Sri Lanka : un pays face aux tensions sociales

Iremos

1 sept. 2022

En juillet 2022, la population sri lankaise est descendue dans les rues pour réclamer le départ du président Gotabaya Rajapaksa et de son gouvernement. Face à ce mouvement, le Président a d’abord pris la fuite avant d’annoncer sa démission officielle le 15 juillet 2022. Cette escalade est le résultat d’une accumulation des divers troubles politiques et sociaux que connaît le pays depuis des décennies.

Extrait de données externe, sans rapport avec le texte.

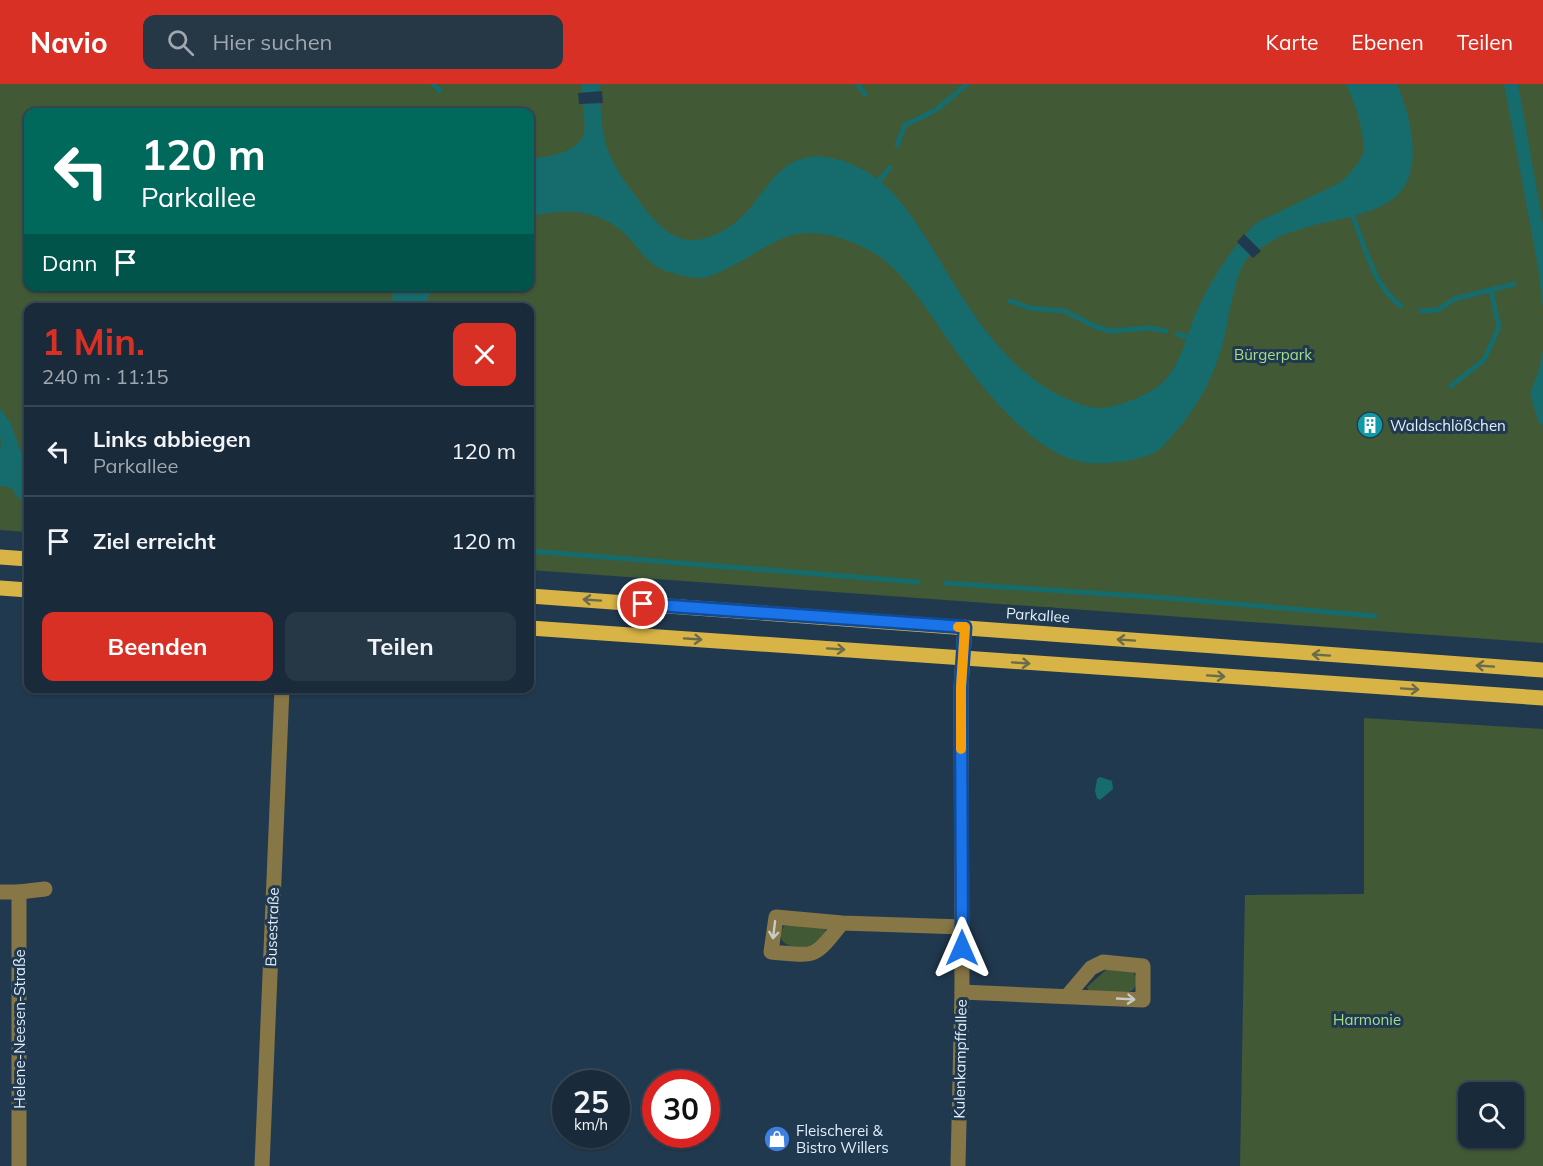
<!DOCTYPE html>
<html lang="de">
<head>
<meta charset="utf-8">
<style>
	body { margin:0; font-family:Mulish,sans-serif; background:#263746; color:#f1f3f6; height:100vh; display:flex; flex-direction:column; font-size:22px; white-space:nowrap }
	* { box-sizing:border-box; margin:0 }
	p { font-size:20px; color:#9fa7af }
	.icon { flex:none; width:33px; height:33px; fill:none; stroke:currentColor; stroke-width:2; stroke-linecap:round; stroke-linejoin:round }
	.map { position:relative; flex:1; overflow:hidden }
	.details { position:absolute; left:24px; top:219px; width:510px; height:390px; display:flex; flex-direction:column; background:#192b3b; border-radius:12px; box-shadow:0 2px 4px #0004,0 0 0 2px #374755 }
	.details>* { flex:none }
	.hud { position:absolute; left:24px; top:24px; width:510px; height:183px; border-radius:12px; box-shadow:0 2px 4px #0004,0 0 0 2px #374755; background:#00695c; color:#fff; overflow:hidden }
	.buttons { position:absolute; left:1458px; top:998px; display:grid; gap:12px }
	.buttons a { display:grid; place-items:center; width:66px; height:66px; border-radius:12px; background:#192b3b; box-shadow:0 2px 4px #0004,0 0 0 2px #374755; font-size:30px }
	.speed { position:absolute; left:552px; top:986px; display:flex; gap:12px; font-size:30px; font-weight:700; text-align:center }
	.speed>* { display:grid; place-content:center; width:78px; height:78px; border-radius:50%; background:#192b3b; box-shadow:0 2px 4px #0004,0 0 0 2px #374755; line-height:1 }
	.speed small { font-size:15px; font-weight:400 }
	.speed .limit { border:9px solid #d22; background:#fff; color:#111 }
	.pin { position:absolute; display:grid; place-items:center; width:51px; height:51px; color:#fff; margin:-26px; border:3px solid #fff; border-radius:50%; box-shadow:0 2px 6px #0007 }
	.me { position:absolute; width:66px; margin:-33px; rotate:0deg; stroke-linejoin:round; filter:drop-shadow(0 0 4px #0008) }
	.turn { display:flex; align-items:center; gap:21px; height:126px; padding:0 18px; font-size:27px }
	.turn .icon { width:78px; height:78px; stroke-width:2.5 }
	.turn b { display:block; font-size:42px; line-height:51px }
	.then { display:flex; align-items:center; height:57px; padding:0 18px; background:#0003; gap:12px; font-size:22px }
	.round { display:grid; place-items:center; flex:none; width:63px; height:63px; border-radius:12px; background:#263746 }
	.overview { display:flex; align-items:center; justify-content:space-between; height:102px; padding:0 18px }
	h1 { font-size:36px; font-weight:700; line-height:45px; color:#d93025 }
	.cta { display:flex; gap:12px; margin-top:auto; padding:12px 18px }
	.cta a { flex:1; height:69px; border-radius:12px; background:#d93025; color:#fff; font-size:24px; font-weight:700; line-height:69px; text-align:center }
	.cta a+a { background:#263746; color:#f1f3f6 }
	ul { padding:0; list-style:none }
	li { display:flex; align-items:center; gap:18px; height:90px; padding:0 18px; border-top:2px solid #374755 }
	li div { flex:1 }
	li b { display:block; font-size:22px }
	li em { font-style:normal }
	header { display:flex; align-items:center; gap:36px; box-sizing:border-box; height:84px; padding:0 30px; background:#d93025; color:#fff }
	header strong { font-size:28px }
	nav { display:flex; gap:33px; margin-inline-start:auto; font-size:21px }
	.search { width:420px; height:54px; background:#263746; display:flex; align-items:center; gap:15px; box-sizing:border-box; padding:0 21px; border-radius:12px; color:#9fa7af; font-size:22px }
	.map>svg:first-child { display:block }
	.green { fill:#415935; fill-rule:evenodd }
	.water { fill:#166c6d }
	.pier { fill:#21394f }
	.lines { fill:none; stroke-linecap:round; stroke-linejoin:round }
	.stream { stroke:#166c6d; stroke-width:5 }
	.minor { stroke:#877746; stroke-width:15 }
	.major { stroke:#d8b447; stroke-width:15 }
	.oneway { stroke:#6a6a4c }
	.oneway2 { stroke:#c6cbc7 }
	.route-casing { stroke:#114b97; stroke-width:15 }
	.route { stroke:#1a73e8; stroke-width:10 }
	.slow { stroke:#f59e0b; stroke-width:10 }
	.labels { text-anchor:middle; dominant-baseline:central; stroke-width:6; stroke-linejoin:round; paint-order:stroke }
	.park-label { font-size:15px; fill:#a4dd89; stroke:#21394f }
	.poi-label { font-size:15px; fill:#e1effe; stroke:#21394f; text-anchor:start }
	.street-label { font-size:15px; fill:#e1effe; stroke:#21394f }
</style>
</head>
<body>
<header>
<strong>Navio</strong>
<div class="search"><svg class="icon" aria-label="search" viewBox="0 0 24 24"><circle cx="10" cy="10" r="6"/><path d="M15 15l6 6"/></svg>Hier suchen</div>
<nav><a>Karte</a><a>Ebenen</a><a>Teilen</a></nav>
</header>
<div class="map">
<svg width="1543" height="1082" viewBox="0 0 1543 1082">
	<rect width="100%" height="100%" fill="#21394f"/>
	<g class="green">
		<path d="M0,0H1543V559L530,486V224H28V448L0,446ZM28,28H530V202H28Z"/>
		<path d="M1364,634L1543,645V1082H1240L1245,811L1364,810ZM1468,1008H1514V1053H1468Z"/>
		<path d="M792,840L826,843C824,871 767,869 784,842Z"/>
		<path d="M1115,885C1119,885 1125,885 1129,886C1138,889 1140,904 1129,908C1121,910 1101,908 1091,908L1088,906L1087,903L1106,886Z"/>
	</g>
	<g class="water">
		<path d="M581,0H602L599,4C601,22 601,48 607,64C613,81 624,97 635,111C664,153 689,174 737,137C761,118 771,83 804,74C827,68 858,80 876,94C899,111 916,138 931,162C967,221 1004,290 1072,317C1084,322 1096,326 1109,323C1127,319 1149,311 1163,298C1181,281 1187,250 1196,229C1210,198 1229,167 1253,142C1259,136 1269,133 1277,129C1298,118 1320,109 1341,98C1349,90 1357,82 1362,72C1368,56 1354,16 1346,0H1397C1411,33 1427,93 1390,117C1370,130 1341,135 1318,140C1294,147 1276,151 1256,168C1252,170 1248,172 1246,176C1234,193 1229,234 1224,255C1215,291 1196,327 1170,354C1167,358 1162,364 1157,367C1150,372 1136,375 1127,377C1112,379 1092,381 1077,377C1028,365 973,293 946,253C927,226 904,189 877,171C850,154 811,141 781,155C761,164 721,192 701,194C694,194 683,192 676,190C648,183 646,173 628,153C611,134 585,126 560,128C550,129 539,129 530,134V75C546,73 579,69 584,49C586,39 581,12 581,0Z"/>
		<polygon points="1504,0 1518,0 1543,140 1543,224 1538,183"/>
		<polygon points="393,203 393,202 435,203 422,223 392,224"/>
		<polygon points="1543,266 1543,341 1539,339 1530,310 1538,289"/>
		<polygon points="0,324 11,340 21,368 28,381 28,425 10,403 0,402 0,363 2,360 0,355"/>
		<polygon points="1100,693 1112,697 1113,705 1100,716 1097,714 1095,707 1097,695"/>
	</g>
	<g class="pier">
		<polygon points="602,7 603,19 579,20 578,9"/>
		<polygon points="1244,150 1261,167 1253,174 1237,158"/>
	</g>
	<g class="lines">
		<g class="stream">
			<polyline points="433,0 440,7"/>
			<polyline points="857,0 865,10"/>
			<polyline points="897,61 905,41 936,26 967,0"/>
			<polyline points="875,101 890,84"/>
			<path d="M1350,126C1365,159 1371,200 1401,222"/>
			<polyline points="1010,217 1030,224 1065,227 1094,242 1110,247 1150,244 1166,247"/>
			<polyline points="1421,227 1438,226 1454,215 1514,200"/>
			<polyline points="1177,250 1193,255"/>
			<polyline points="1451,302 1484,276 1499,243 1491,206"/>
			<polyline points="530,467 918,498"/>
			<polyline points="946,499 1167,514 1375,532"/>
		</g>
		<g class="minor">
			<polyline points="0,808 19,808 19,1082"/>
			<polyline points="19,808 45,805"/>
			<path d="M842,839C813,875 818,872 771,868L776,833L842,839L962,843"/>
			<polyline points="962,908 1143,916 1143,882 1103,878 1091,884 1068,911"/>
			<polyline points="262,1082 282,604"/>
			<polyline points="958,1082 962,908 961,603 965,543"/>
		</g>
		<g class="major">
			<polyline points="0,473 28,475"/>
			<polyline points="0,504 28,506"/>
			<polyline points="530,512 1543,586"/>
			<polyline points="530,544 1543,614"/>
		</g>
	</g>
	<defs><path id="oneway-shaft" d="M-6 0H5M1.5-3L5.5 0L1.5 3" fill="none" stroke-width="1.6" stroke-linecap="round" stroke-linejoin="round" transform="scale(1.5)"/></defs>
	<g class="oneway">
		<use href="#oneway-shaft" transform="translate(592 516) rotate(-176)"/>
		<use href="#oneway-shaft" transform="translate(693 555) rotate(4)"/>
		<use href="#oneway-shaft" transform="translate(1126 556) rotate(-176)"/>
		<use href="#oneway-shaft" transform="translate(836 565) rotate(4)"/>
		<use href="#oneway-shaft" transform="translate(1321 571) rotate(-176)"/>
		<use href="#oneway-shaft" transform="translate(1021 579) rotate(4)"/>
		<use href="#oneway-shaft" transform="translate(1485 582) rotate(-176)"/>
		<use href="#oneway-shaft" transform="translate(1216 592) rotate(4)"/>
		<use href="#oneway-shaft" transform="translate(1410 605) rotate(4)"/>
	</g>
	<g class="oneway2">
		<use href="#oneway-shaft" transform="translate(774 846) rotate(97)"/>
		<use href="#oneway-shaft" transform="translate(1126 915) rotate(3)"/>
	</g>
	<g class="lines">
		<g class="route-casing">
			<polyline id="route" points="643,520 965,543 961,603 962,864"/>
		</g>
		<use href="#route" class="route"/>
		<polyline class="slow" points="958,543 965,543 961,603 961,665"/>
	</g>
	<defs>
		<g id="building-disc" transform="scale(1.35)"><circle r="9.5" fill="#0f9aa8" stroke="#21394f"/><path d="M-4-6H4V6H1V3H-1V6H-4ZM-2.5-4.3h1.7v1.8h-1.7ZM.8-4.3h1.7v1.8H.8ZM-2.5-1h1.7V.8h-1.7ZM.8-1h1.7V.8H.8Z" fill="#fff"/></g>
		<g id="shop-disc" transform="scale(1.35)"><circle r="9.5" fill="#3f7fe0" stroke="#21394f"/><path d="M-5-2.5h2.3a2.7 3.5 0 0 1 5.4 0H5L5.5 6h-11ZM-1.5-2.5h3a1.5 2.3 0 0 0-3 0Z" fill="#fff"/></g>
	</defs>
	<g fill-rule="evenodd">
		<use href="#building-disc" x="1370" y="341"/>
		<use href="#shop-disc" x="777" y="1055"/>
	</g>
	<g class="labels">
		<g class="park-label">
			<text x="1273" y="270">Bürgerpark</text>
			<text x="1367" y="935">Harmonie</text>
		</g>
		<g class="poi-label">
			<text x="1390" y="341">Waldschlößchen</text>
			<text x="796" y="1046">Fleischerei &amp;<tspan x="796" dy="17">Bistro Willers</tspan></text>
		</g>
		<g class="street-label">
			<text transform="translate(1038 531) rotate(4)">Parkallee</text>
			<text transform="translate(272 843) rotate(-88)">Busestraße</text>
			<text transform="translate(19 945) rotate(-90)">Helene-Neesen-Straße</text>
			<text transform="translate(960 975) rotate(-89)">Kulenkampffallee</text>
		</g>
	</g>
</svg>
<div class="buttons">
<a><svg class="icon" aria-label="search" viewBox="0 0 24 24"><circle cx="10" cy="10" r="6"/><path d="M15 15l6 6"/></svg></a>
</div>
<div class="speed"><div>25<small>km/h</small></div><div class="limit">30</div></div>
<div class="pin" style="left:643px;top:520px;background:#d93025"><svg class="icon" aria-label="arrive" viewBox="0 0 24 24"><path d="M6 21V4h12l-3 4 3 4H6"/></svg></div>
<svg class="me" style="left:962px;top:864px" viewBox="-20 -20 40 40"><path d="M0-17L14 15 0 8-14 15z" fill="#1a73e8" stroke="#fff" stroke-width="4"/></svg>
<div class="hud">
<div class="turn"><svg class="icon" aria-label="left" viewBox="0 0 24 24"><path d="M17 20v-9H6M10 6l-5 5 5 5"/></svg><div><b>120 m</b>Parkallee</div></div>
<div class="then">Dann<svg class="icon" aria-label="arrive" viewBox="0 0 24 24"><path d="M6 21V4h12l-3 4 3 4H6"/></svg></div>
</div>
<section class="details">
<div class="overview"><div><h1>1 Min.</h1><p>240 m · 11:15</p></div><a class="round" style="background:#d93025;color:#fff"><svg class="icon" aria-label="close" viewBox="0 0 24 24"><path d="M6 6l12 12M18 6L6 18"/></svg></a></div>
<ul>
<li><svg class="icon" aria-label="left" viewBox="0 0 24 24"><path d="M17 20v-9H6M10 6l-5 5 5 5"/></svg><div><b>Links abbiegen</b><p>Parkallee</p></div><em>120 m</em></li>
<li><svg class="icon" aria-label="arrive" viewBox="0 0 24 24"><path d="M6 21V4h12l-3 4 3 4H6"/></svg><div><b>Ziel erreicht</b></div><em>120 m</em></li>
</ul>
<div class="cta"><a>Beenden</a><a>Teilen</a></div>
</section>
</div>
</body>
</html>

Les années de guerres civiles, de terrorisme et de crise politique, ont profondément meurtri et fracturé la population et ont engendré une véritable défiance envers la classe politique.

Si la fragile situation économique du pays nécessite un ajustement structurel régulier, le pays est plongé dans une grave crise financière depuis la fin de la guerre civile[1] en 2009.

Face à cette situation le Président Mahinda Rajapaksa a décidé d’accentuer l’afflux de capitaux internationaux, devant permettre au pays de développer une économie émergente post-conflit. Néanmoins, cette solution provisoire s’est prolongée, donnant lieu à la grave crise financière actuelle, gangrenée par l’inflation et les pénuries de pétrole, de médicaments et de nourriture.

Dans quelle mesure la détérioration de la situation socio-économique intensifie-t-elle les risques pour les entreprises ?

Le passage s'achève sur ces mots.